The all-women panel on inclusive learning was a tour de force of experiences around leading transformational change initiatives in government, industry, and education. Margaret Meroni, VP Learning at the Canada School of Public Service, shared the importance of staying agile in developing and delivering professional learning experiences. Her insight? Create structures and processes to empower learning with accessible tools, and review to ensure the outcomes you want are being achieved. Then iterate! Lauren Ryland from Microsoft Education highlighted the importance of managing change initiatives that mobilize key leaders. In education, that means we need teachers to be part of designing new learning models. Finally, Toronto District School Board’s Manon Gardner was frank in her observation that learning, students, and teachers are at the core of any kind of skills-based economy. In the era of digitization and rapid acceleration in innovation, nurturing global citizens means that learning is essential. And teachers are the key. Ultimately, they teach for the good of society as a whole.
A final highlight for me was the reminder that all leaders need guidance from mentors about how they can take care of themselves and keep things in perspective while leading change. Catherine Zeisner challenged us to listen to the voices of students because in the end, learning is for them. Personalized learning means we can accelerate academic and cognitive growth; students learn better when they have voice and choice with personalized feedback. And as leaders, we need to ensure that those voices—even the quietest ones—are part of the equation. Catherine takes her leadership inspiration from one of nature’s most unlikely creatures: the prickly, plodding lobster! Often, people don’t respect this bottom-dwelling crustacean, but lobsters shed their exoskeleton when it becomes too tight and uncomfortable. That’s how they grow. She challenged us to learn from that behaviour, to expand beyond our conventional boundaries, even when it’s intimidating. That’s the space where real transformation happens.
These are the key insights I took away from this year’s Connected Learning Conference. I hope they shed some light on my thinking about education, and how I structure my work at UDiscover Learning. I want to offer my heartfelt thanks to Microsoft in Education Canada for bringing this group of innovators together. When education leaders gather in the spirit of serving students, they lay the groundwork for truly inclusive, future-ready learning.
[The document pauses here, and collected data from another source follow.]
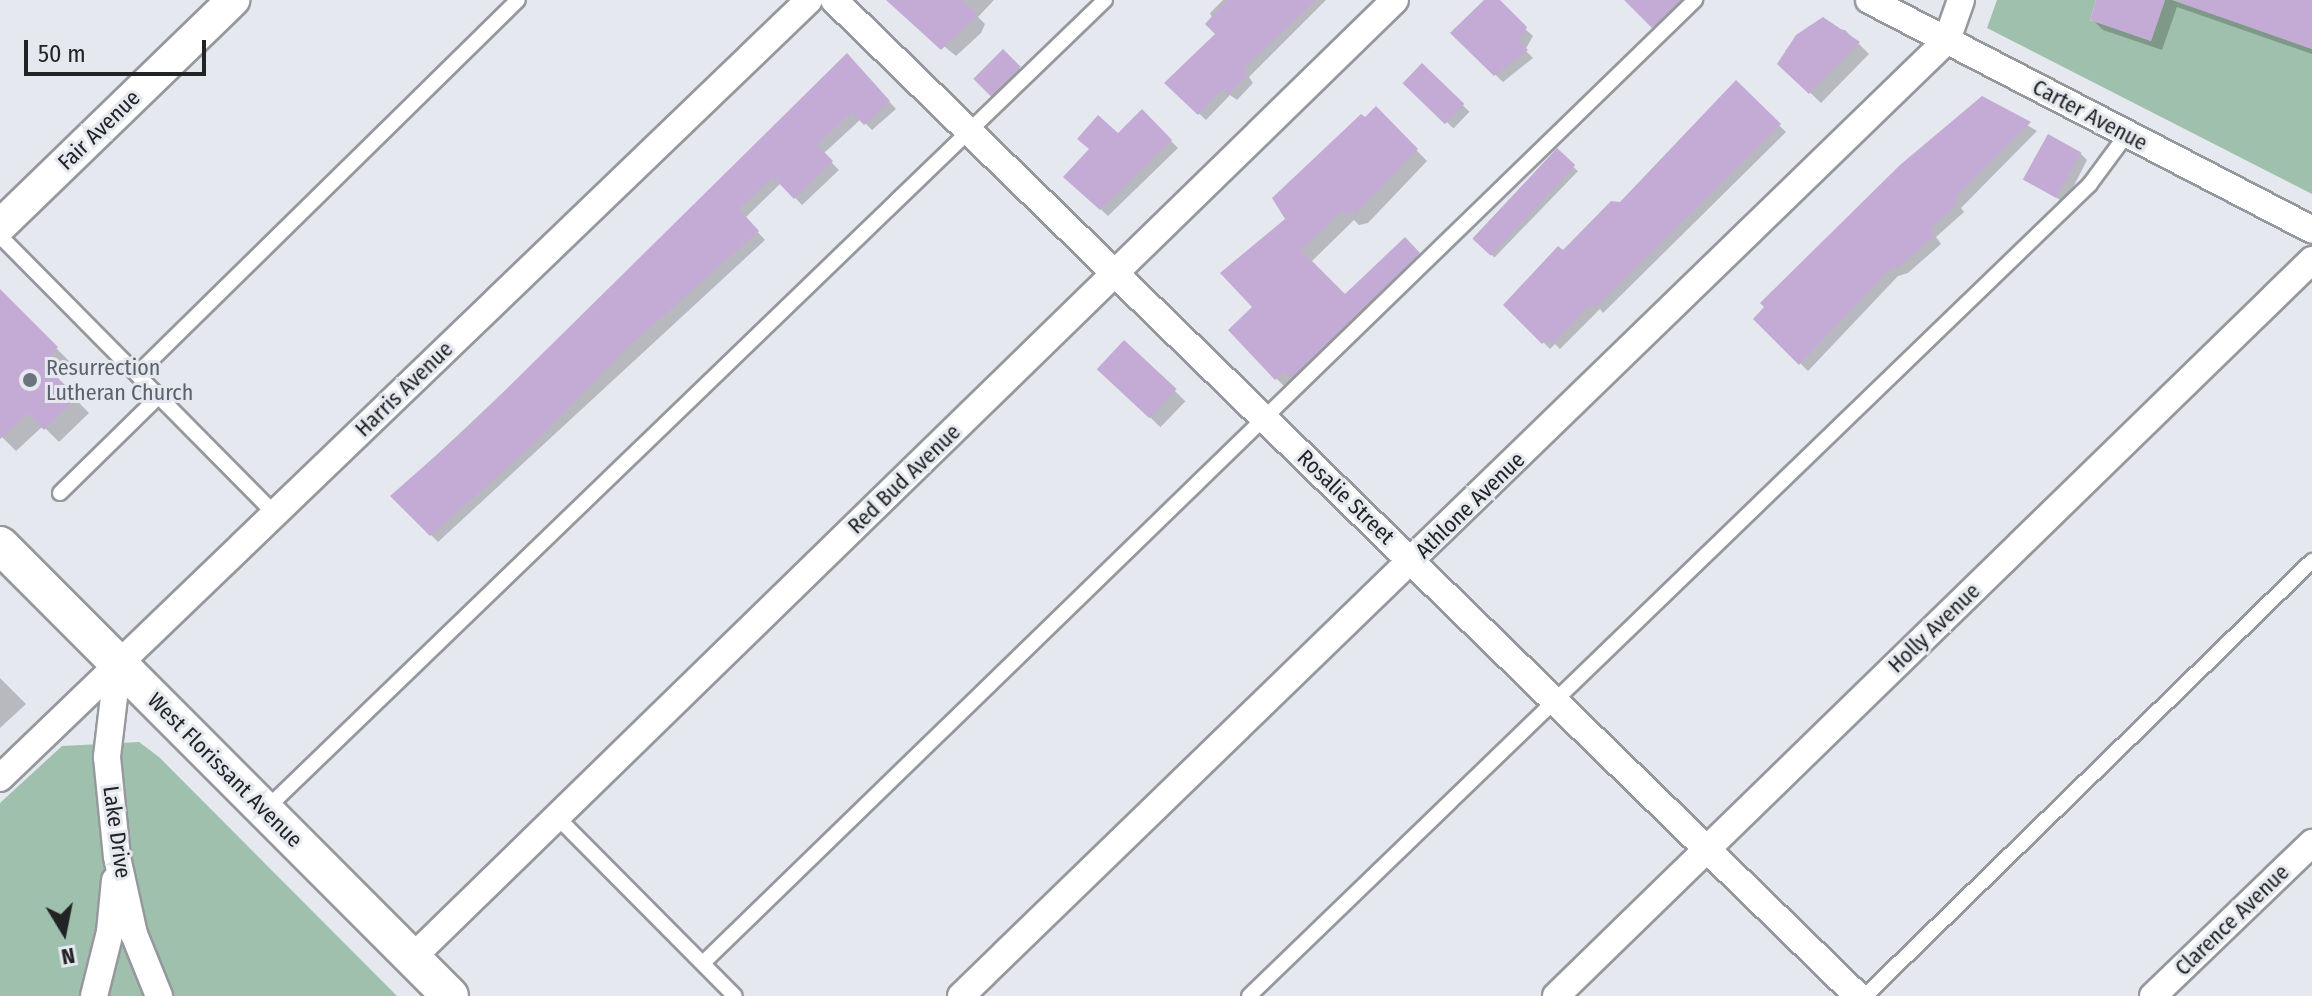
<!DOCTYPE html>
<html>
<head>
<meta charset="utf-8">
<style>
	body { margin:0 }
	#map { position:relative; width:2312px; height:996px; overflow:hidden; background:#e5e8ee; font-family:"Fira Sans Condensed",sans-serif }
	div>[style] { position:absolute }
	.green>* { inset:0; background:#9fc0ac }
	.shadow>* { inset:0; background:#0003; transform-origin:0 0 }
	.building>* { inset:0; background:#c4abd6; transform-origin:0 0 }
	.roads { filter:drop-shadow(2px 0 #95989d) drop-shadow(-2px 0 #95989d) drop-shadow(0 2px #95989d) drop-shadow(0 -2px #95989d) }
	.service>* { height:14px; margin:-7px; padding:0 7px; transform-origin:7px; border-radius:7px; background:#fff }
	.minor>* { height:26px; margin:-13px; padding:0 13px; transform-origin:13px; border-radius:13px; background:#fff }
	.tertiary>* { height:32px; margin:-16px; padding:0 16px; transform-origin:16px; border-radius:16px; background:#fff }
	.secondary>* { height:36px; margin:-18px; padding:0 18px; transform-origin:18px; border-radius:18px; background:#fff }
	.dots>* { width:22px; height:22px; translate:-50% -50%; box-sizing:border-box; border:4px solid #e5e8ee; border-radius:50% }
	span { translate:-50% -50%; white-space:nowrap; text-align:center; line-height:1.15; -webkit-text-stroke:6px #e5e8ee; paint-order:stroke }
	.street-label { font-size:22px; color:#222325 }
	.worship-label { font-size:22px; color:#5b616d }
	.left { translate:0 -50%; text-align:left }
	.north { position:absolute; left:24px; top:892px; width:80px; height:80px; -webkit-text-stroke:6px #e5e8ee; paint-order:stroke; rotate:170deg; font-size:22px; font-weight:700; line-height:32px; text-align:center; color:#222325 }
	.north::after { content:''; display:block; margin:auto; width:28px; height:36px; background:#222325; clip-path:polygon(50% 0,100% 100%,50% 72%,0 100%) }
	.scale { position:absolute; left:24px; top:40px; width:182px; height:36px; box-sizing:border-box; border:4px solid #222325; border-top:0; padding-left:10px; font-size:24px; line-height:28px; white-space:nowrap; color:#222325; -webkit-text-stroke:6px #e5e8ee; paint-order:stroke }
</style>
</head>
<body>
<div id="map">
	<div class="green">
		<i style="clip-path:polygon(1997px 0,2096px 0,2090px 20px,2151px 41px,2165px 0,2172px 0,2312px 49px,2312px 194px,1987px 28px)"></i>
		<i style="clip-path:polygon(139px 742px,159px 757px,397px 996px,0 996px,0 803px,62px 746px)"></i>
	</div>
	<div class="shadow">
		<i style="clip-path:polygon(905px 0,994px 0,978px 17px,985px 24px,981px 33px,956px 56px,907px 16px)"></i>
		<i style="clip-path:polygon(1223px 0,1326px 0,1249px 77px,1253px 83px,1237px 100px,1230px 95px,1206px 120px,1167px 83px,1218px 34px,1210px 13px)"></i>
		<i style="clip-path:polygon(1492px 0,1533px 36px,1525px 50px,1533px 58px,1503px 82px,1453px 34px)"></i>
		<i style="clip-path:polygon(1629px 0,1705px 0,1664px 37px)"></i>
		<i style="clip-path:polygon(2099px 0,2312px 0,2312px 54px,2177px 7px,2162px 50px,2103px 30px,2092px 19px)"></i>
		<i style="clip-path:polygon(1809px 26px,1845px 30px,1869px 54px,1821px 103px,1780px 64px,1789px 55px,1785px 51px)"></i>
		<i style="left:1003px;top:52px;width:33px;height:38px;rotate:45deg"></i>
		<i style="clip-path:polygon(854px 63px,896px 109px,872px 130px,861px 119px,823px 154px,839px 170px,802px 205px,781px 183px,745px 218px,765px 240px,438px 542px,393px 496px)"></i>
		<i style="left:1422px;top:66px;width:66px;height:23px;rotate:44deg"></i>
		<i style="clip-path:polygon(1736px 83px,1786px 132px,1603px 313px,1600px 309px,1560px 349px,1555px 344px,1550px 349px,1505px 304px,1621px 204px)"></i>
		<i style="clip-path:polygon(1982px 98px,2037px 131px,1961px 208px,1964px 212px,1936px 237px,1941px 244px,1908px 273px,1898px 276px,1808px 371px,1756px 319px)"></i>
		<i style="clip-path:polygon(1376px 109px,1427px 161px,1368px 223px,1359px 225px,1354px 220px,1311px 262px,1345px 297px,1405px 240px,1430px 265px,1287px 389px,1276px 378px,1255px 307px,1288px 220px)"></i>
		<i style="clip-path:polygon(1142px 112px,1178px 148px,1108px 216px,1066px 177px,1091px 150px,1118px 136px)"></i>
		<i style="left:1557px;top:151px;width:29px;height:120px;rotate:44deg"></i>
		<i style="clip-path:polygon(2080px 153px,2087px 160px,2065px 203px,2026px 179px)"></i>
		<i style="clip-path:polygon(0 304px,12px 304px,71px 363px,55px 378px,89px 413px,59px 442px,43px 426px,16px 451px,0 435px)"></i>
		<i style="left:1125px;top:343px;width:84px;height:36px;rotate:44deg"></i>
		<i style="clip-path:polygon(0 678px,26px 704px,0 728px)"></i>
	</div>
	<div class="building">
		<i style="clip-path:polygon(886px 0,962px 0,978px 15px,941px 50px)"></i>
		<i style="clip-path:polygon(1227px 0,1316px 0,1243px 69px,1248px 75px,1229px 94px,1222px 89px,1198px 115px,1164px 83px,1215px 34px,1205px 24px)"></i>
		<i style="clip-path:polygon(1484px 0,1500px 0,1527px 27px,1519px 41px,1528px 50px,1494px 76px,1450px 33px)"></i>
		<i style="clip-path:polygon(1624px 0,1681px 0,1652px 28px)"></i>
		<i style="clip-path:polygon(2096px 0,2165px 0,2151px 41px,2090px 20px)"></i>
		<i style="clip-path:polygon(2181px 0,2312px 0,2312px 49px,2181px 3px)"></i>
		<i style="clip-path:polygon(1823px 17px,1860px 42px,1809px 94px,1777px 64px,1796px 35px)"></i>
		<i style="left:1003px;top:49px;width:25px;height:42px;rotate:45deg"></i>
		<i style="clip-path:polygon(847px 53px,890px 101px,864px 125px,852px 112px,817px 145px,833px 161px,794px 199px,773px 177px,739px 209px,759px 231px,627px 348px,529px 448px,430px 536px,390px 496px,465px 430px)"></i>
		<i style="left:1422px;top:63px;width:59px;height:28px;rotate:44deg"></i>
		<i style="clip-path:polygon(1736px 80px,1781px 124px,1595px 308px,1591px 304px,1552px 344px,1547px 339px,1542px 344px,1503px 305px,1558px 246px,1563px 250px,1611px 201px,1620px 202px)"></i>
		<i style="clip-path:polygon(1982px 96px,2031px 122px,1954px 199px,1958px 203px,1930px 229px,1935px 235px,1900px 266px,1890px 269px,1799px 365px,1753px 319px,1764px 307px,1760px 303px,1900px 165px)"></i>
		<i style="clip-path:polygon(1376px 106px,1418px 149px,1356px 213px,1353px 210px,1347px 216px,1342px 211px,1301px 250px,1345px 294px,1405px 237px,1420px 253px,1291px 378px,1285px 371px,1275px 380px,1228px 330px,1252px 307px,1220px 273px,1285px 219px,1272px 198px,1361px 114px,1365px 117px)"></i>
		<i style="clip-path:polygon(1142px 109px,1172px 140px,1100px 210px,1063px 177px,1089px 149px,1077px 139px,1098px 115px,1118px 133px)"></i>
		<i style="left:2048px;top:134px;width:38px;height:52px;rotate:29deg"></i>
		<i style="left:1557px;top:148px;width:25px;height:124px;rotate:43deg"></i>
		<i style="clip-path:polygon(0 289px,58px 347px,43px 363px,77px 397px,44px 430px,28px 413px,0 439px)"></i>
		<i style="left:1124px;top:340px;width:72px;height:40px;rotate:43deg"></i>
	</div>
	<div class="roads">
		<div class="service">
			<i style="left:0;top:236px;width:390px;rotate:45.3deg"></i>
			<i style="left:138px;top:373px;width:532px;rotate:-44.47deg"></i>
			<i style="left:60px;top:493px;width:139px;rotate:-44.4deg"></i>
			<i style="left:265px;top:810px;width:1167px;rotate:-43.96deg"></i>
			<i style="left:557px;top:817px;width:252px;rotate:45.2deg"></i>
			<i style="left:703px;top:963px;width:1383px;rotate:-44.15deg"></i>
			<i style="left:1249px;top:996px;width:1169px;rotate:-43.99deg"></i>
			<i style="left:2090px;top:184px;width:62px;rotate:-53.5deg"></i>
			<i style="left:1865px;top:996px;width:624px;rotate:-44.22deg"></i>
		</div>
		<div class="minor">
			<i style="left:834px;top:0;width:1428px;rotate:44.21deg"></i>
			<i style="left:1869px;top:0;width:499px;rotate:27.4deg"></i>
			<i style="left:118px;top:663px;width:95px;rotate:96.7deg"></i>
			<i style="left:107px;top:757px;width:100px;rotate:84.3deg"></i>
			<i style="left:117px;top:857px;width:79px;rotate:77.6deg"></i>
			<i style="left:134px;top:934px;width:67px;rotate:68deg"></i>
			<i style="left:0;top:778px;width:1122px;rotate:-43.88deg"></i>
			<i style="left:413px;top:957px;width:1371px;rotate:-44.26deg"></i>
			<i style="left:94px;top:996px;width:66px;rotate:-76deg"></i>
			<i style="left:110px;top:932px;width:52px;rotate:-84.5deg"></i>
			<i style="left:961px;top:996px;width:1373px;rotate:-44.11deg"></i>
			<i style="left:1947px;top:40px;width:42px;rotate:-70.7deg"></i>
			<i style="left:1556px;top:996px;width:1055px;rotate:-44.23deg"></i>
			<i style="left:2153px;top:996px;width:221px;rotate:-43.9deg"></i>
		</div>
		<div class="tertiary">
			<i style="left:0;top:226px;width:325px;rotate:-44.1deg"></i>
		</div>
		<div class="secondary">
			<i style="left:0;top:545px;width:637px;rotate:45.06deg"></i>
		</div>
	</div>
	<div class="dots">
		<i style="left:30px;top:380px;background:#6b7280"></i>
	</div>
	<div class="street-label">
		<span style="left:2090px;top:115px;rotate:28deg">Carter Avenue</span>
		<span style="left:99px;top:130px;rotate:-44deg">Fair Avenue</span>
		<span style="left:404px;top:389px;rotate:-44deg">Harris Avenue</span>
		<span style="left:904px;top:479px;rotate:-44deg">Red Bud Avenue</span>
		<span style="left:1346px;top:497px;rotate:44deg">Rosalie Street</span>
		<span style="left:1470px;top:505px;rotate:-44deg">Athlone Avenue</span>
		<span style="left:1934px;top:628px;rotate:-44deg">Holly Avenue</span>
		<span style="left:225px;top:770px;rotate:45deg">West Florissant Avenue</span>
		<span style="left:117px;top:832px;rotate:82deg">Lake Drive</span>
		<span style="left:2232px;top:920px;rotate:-44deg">Clarence Avenue</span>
	</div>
	<div class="worship-label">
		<span class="left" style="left:46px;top:380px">Resurrection<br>Lutheran Church</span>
	</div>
	<div class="north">N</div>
	<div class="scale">50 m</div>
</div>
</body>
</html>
Dr. Elka Walsh is a leader in education with over 20 years of experience ranging from executive positions at colleges and polytechnics in Canada, to Chief Education and Learning Officer at one of Canada’s largest science centers and now as founder of UDiscover Learning Inc. – a company on a mission to empower schools, colleges, universities and corporations to amplify their impact and achieve more student success with innovative education strategies, impactful learning design and thoughtful quality assurance. Through her consultancy UDiscover Learning, Elka has been contracted by Microsoft Canada in the newly created role of Future Ready Skills Leader to help ensure the next generation workforce have the skills needed to be successful in the future, and to work with education institutions to create innovative new learning opportunities. Elka serves as a member of the Board for Learning Disabilities Association of Alberta and holds a PhD from McMaster University and has taught at Humber College and McMaster University.